Tempeste, inondazioni, siccità, guerre e il Covid-19 hanno avuto un profondo impatto su raccolti, bestiame, prezzi del cibo e mezzi di sussistenza, ma nel mondo di oggi, dove c'è abbastanza cibo per sfamare tutti se distribuito in modo equo, è scandaloso che milioni di persone debbano soffrire malnutrizione e fame. Nelle crisi, sostiene Save the Children nel suo rapporto, i bambini sono i più vulnerabili perché senza cibo nutriente adeguato non possono svilupparsi come dovrebbero e sono ad alto rischio di malnutrizione acuta. Da qui rachitismo, e danni irreversibili sullo sviluppo fisico e cognitivo del bambino, o alla morte.

Oltre l'80% delle persone che si trovano in una condizione di insicurezza alimentare, povertà o che abitano in aree con conflitti in corso, vivono anche in paesi dove sono estremamente frequenti catastrofi naturali. Quasi 2 miliardi di persone, poco meno di un quarto della popolazione mondiale, vivono in aree che soffrono di carenza idrica e si prevede che questo numero crescerà fino a raggiungere circa la metà della popolazione mondiale entro il 2030. Si stima che 710 milioni di minori vivono nei 45 paesi a più alto rischio per il cambiamento climatico. Inondazioni, siccità, uragani e altri eventi meteorologici estremi avranno un impatto particolarmente profondo sui bambini vulnerabili e sulle loro famiglie.

La pandemia da Covid-19 rischia di compromettere decenni di progressi fatti per proteggere e salvare i bambini più vulnerabili. I sistemi sanitari deboli sono collassati e i bambini hanno visto i loro genitori o i loro insegnanti contagiati dal virus. In questi mesi, mentre milioni di famiglie precipitavano nella povertà, i più piccoli hanno sofferto la fame perché i capifamiglia avevano perso lavoro e fonti di reddito. Nei momenti più critici della pandemia l'accesso alle catene di approvvigionamento, alle scorte di cibo e agli aiuti umanitari è risultato sempre più difficile. avuto un impatto enorme sulla possibilità per i bambini di accedere a cibo a sufficienza: si calcola che circa 370 milioni di bambini in tutto il mondo non hanno avuto accesso ai pasti a scuola.
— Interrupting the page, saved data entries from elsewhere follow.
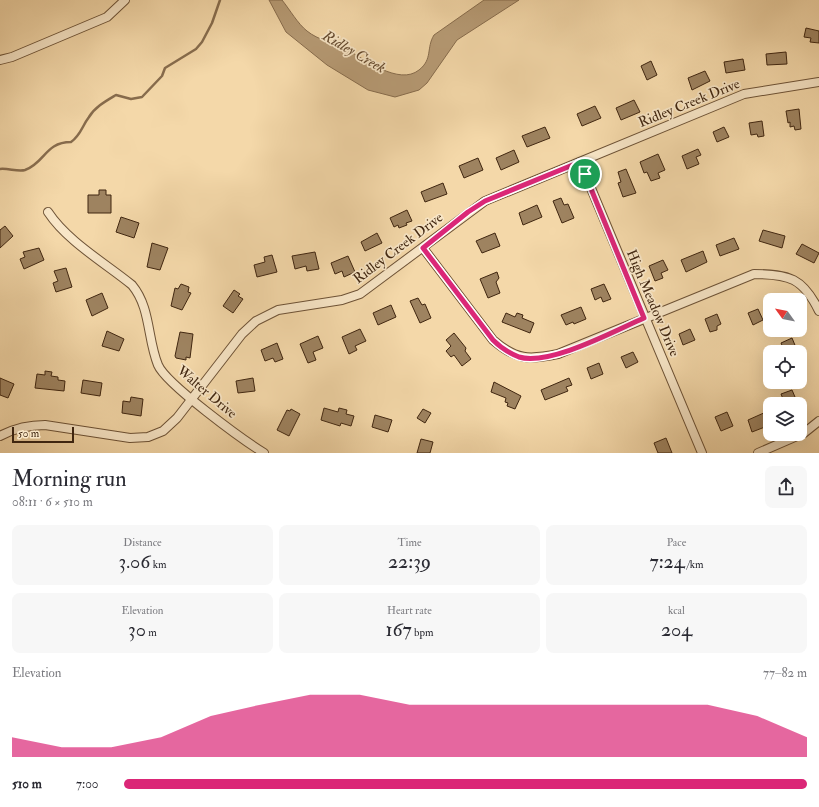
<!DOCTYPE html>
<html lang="en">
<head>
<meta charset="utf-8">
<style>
	:root { --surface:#fff; --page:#f7f7f7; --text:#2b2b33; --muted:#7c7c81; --accent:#db2777 }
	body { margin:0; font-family:"IM FELL Double Pica",serif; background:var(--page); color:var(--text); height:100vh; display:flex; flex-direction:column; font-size:15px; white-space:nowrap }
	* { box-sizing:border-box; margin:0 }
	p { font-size:13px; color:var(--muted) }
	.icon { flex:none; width:22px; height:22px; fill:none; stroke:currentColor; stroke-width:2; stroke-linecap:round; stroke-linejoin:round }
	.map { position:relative; height:453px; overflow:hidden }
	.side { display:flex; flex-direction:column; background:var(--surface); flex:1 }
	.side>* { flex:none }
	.needle { width:26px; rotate:303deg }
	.tools { position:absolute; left:763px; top:293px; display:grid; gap:8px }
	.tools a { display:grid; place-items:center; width:44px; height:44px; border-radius:8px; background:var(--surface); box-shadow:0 4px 16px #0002; font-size:20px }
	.scale { position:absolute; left:12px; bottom:10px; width:62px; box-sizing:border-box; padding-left:4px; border:2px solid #402610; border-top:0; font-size:11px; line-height:14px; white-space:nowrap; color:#402610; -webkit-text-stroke:3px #f8e6c7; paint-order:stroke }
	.pin { position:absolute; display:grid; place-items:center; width:34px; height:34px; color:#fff; margin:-17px; border:2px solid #fff; border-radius:50%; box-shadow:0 1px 4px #0007 }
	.round { display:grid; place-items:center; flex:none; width:42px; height:42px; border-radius:8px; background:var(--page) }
	.overview { display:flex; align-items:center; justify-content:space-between; height:68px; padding:0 12px }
	h1 { font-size:22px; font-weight:600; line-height:30px }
	.figures { display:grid; grid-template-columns:repeat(3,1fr); gap:6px; height:68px; padding:4px 12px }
	.figures div { display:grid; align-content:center; border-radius:8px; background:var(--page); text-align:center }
	.figures b { font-size:20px; font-weight:600 }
	.figures small { font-size:11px; font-weight:400 }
	.figures p { font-size:11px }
	.chart { height:112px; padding:8px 12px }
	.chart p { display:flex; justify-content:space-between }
	.chart svg { width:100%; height:72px; margin-top:4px; fill:var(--accent); opacity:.7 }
	ul { padding:0 12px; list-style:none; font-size:13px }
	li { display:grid; grid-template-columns:64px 48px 1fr; align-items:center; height:30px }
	li i { height:10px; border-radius:5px; background:var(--accent) }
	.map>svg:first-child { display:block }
	.water { fill:#b79b75; stroke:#876c4d }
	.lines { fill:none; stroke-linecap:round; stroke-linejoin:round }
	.stream { stroke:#876c4d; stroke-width:2.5 }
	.building { fill:#9e8360; stroke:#402610 }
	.minor-casing { stroke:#6d5236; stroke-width:10 }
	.minor { stroke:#f8e6c7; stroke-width:8 }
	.route-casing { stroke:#fff; stroke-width:8 }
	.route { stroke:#db2777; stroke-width:5 }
	.labels { text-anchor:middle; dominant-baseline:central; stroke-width:3.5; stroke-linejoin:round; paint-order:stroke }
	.street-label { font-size:14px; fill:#402610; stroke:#f8e6c7 }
	.water-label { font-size:15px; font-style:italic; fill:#64492e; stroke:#f8e6c7 }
</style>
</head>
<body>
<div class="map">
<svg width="819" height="453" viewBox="0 0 819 453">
	<rect width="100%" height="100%" fill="#f4d8a9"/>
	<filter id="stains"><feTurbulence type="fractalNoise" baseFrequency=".005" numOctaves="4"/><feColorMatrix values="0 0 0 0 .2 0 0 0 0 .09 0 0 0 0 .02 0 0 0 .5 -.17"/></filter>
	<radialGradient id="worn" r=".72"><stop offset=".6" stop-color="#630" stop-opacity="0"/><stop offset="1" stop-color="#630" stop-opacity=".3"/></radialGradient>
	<path class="water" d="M269,0h13c8,10 16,24 25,31 11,9 27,12 39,18 18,10 53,37 73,21 14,-11 7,-22 15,-35l50,-35h35l-62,40 -30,43 -8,7 -24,7 -27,-7 -41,-25 -41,-33z"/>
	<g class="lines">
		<path class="stream" d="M0,169c8,-1 18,3 25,1 20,-7 20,-28 46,-28 10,-7 11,-16 18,-25 6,-10 17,-16 27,-22l15,4 11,-2 20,-21 3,-8 31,-19 6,-7 10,-19 8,-23"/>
	</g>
	<g class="building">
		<polygon points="806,28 819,31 819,43 810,42 811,38 804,37"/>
		<polygon points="786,52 787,64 767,65 766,54"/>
		<polygon points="743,59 745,70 726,73 724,62"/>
		<polygon points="651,61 657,75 647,80 641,66"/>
		<polygon points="705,71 710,81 692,90 688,78"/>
		<polygon points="634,100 640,112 621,120 616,108"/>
		<polygon points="595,106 601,118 582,126 577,114"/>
		<polygon points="799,109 801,129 795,130 794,126 790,127 790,122 788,123 786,111"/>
		<polygon points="762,121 764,136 758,137 757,134 751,135 749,123"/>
		<polygon points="545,127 550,138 527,147 522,136"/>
		<polygon points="724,127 729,137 717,142 713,132"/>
		<polygon points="698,149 701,155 696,157 699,164 687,169 682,156"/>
		<polygon points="514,150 519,162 501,170 496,158"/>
		<polygon points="658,154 665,170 658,173 660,178 651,181 647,172 644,173 640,162"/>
		<polygon points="478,158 483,170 464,178 459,166"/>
		<polygon points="626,169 636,193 623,197 618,183 621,182 618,172"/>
		<polygon points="443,183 447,194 425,202 421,192"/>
		<polygon points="99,190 106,190 106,195 111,195 111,213 88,213 88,195 99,195"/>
		<polygon points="561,198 564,205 568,204 574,218 562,223 553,201"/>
		<polygon points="537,205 542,217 523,225 519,213"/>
		<polygon points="407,210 412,221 406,223 407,225 399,228 398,225 394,227 390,218"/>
		<polygon points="121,217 139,223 134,238 116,232"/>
		<polygon points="5,226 13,236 0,248 0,230"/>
		<polygon points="763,230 785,236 782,248 759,241"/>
		<polygon points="377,233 382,243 365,251 361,242"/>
		<polygon points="495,233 500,246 482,253 476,241"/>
		<polygon points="734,238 739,249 720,256 716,245"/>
		<polygon points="152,243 168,248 160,270 147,267"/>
		<polygon points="802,244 819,253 814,263 796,254"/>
		<polygon points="39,248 44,260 24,269 20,259 25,257 23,252"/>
		<polygon points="703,251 707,262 686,272 681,260"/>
		<polygon points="315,252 319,269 307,271 306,266 295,269 292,256"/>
		<polygon points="272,255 277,272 257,277 254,265 265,262 264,257"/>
		<polygon points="348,256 355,272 344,277 342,271 335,274 331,263"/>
		<polygon points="663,260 668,270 661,273 663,278 655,281 649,266"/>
		<polygon points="66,268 72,287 56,292 53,283 58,281 54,271"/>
		<polygon points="497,272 499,278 496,282 500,293 488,298 480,279"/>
		<polygon points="181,284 189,287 188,292 191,293 182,310 171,306 175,288 178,289"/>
		<polygon points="604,284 611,299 603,302 601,297 595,300 591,289"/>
		<polygon points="234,290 240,294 238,296 243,299 233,313 223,306"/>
		<polygon points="102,293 108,308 92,316 86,300"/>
		<polygon points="418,298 422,305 425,304 431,318 420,323 410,301"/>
		<polygon points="391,305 396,317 378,325 373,313"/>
		<polygon points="581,307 586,319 574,324 573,322 566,325 561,315"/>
		<polygon points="758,309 763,320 753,325 748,313"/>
		<polygon points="506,313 515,317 517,313 523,315 522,318 534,323 530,333 502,322"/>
		<polygon points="717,314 721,324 717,326 717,330 710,332 705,319"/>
		<polygon points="360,329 366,341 355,346 357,350 349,354 342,337"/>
		<polygon points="690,329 695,340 683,345 679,334"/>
		<polygon points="107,331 124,339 119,351 102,346"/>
		<polygon points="180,332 193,334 190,358 186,357 186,360 176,358 175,356"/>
		<polygon points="454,333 466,348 465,351 471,359 462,366 454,355 451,357 446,351 451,346 446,340"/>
		<polygon points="318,336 323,348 313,352 316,360 308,363 300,344"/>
		<polygon points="792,338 797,350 785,352 781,343"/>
		<polygon points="277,343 283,359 275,362 273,358 265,361 261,350"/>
		<polygon points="633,352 638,362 626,368 621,357"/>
		<polygon points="599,363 603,374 591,379 587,368"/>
		<polygon points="45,371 52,372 51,376 58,377 58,380 65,381 64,391 35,388 37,374 45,375"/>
		<polygon points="0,378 14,384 8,398 0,395"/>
		<polygon points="253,378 255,391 238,393 236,381"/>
		<polygon points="569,378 572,385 566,387 568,391 545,400 541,390"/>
		<polygon points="83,380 102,383 100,396 81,393"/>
		<polygon points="494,382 521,396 515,409 507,406 508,403 505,402 506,398 491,392"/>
		<polygon points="792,390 798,404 785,404 781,394"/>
		<polygon points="131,397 143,399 141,416 122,413 123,401 130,402"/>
		<polygon points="324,408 338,412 339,408 347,410 346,414 354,416 351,426 341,423 340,426 321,420"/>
		<polygon points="291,409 300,414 289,436 277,430 287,410 290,411"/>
		<polygon points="423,409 431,413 425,423 417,418"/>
		<polygon points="727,412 733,426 721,431 715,417"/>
		<polygon points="766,412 770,425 752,432 748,420"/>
		<polygon points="375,415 392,420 388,432 372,427"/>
		<polygon points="666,438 672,453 658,453 654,443"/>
		<polygon points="421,439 433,442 430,453 417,453"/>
	</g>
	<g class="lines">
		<defs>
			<g id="minor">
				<polyline points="0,60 12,57 107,17 125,0"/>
				<polyline points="580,162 702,453"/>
				<path d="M48,212c19,29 57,51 84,73 19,23 15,53 26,80 8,19 85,75 106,88"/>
				<path d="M423,248l70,92c23,20 36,20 65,14l196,-80c35,0 49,4 65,37"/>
				<path d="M0,436c15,-8 28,-11 45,-11l85,13 18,-1 15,-6 14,-13 65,-84 14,-13 22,-11 64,-10 18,-6 125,-93 259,-107 75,-12"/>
				<polyline points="758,453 804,433 819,421"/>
			</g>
		</defs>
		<use href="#minor" class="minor-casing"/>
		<use href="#minor" class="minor"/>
	</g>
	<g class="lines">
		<defs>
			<path id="route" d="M580,162l64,156c-30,13 -94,48 -125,39 -10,-4 -19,-10 -26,-17l-70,-92 45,-36 17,-11z"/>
		</defs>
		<use href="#route" class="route-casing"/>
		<use href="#route" class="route"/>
	</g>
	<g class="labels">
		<g class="street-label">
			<text transform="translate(689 103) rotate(-22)">Ridley Creek Drive</text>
			<text transform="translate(398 248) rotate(-37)">Ridley Creek Drive</text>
			<text transform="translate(653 303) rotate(67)">High Meadow Drive</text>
			<text transform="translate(207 392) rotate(40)">Walter Drive</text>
		</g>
		<g class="water-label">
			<text transform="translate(354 52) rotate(30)">Ridley Creek</text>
		</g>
	</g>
	<rect width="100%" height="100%" filter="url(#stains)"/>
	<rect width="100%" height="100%" fill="url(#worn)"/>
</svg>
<div class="tools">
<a><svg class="needle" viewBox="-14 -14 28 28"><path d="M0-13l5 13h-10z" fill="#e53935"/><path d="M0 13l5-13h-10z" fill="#7c7c81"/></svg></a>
<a><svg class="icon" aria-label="locate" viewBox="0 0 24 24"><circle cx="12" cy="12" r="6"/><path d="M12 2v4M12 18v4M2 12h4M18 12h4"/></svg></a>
<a><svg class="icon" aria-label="layers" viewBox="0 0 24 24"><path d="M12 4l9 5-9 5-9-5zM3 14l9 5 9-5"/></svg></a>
</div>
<div class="scale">50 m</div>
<div class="pin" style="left:585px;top:174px;background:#1e9e55"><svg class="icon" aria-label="arrive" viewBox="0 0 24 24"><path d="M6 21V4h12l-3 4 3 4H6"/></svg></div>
</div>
<section class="side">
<div class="overview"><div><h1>Morning run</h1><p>08:11 · 6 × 510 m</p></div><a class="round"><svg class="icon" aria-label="share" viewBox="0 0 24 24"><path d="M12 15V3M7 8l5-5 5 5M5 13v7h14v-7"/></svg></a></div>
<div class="figures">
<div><p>Distance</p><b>3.06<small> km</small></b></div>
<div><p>Time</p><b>22:39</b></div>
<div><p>Pace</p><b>7:24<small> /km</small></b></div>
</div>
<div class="figures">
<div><p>Elevation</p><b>30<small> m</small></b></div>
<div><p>Heart rate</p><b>167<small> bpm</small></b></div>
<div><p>kcal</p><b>204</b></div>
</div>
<div class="chart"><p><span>Elevation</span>77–82 m</p>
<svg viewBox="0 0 160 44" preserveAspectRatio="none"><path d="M0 44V32L10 38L20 38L30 32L40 19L50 12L60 6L70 6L80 12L90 12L100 12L110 12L120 12L130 12L140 12L150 19L160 32V44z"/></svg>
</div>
<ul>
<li><b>510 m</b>7:00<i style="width:100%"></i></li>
</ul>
</section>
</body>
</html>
La fame è causa e conseguenza di conflitti. Si stima che il 60% delle persone e l'80% dei bambini che soffrono la fame nel mondo viva in paesi in cui vi sono conflitti in corso, la maggior parte dei quali è causato da controversie sul cibo, sull'acqua o sulle risorse necessarie per produrli. Dieci delle 13 peggiori crisi alimentari del mondo sono causate da conflitti.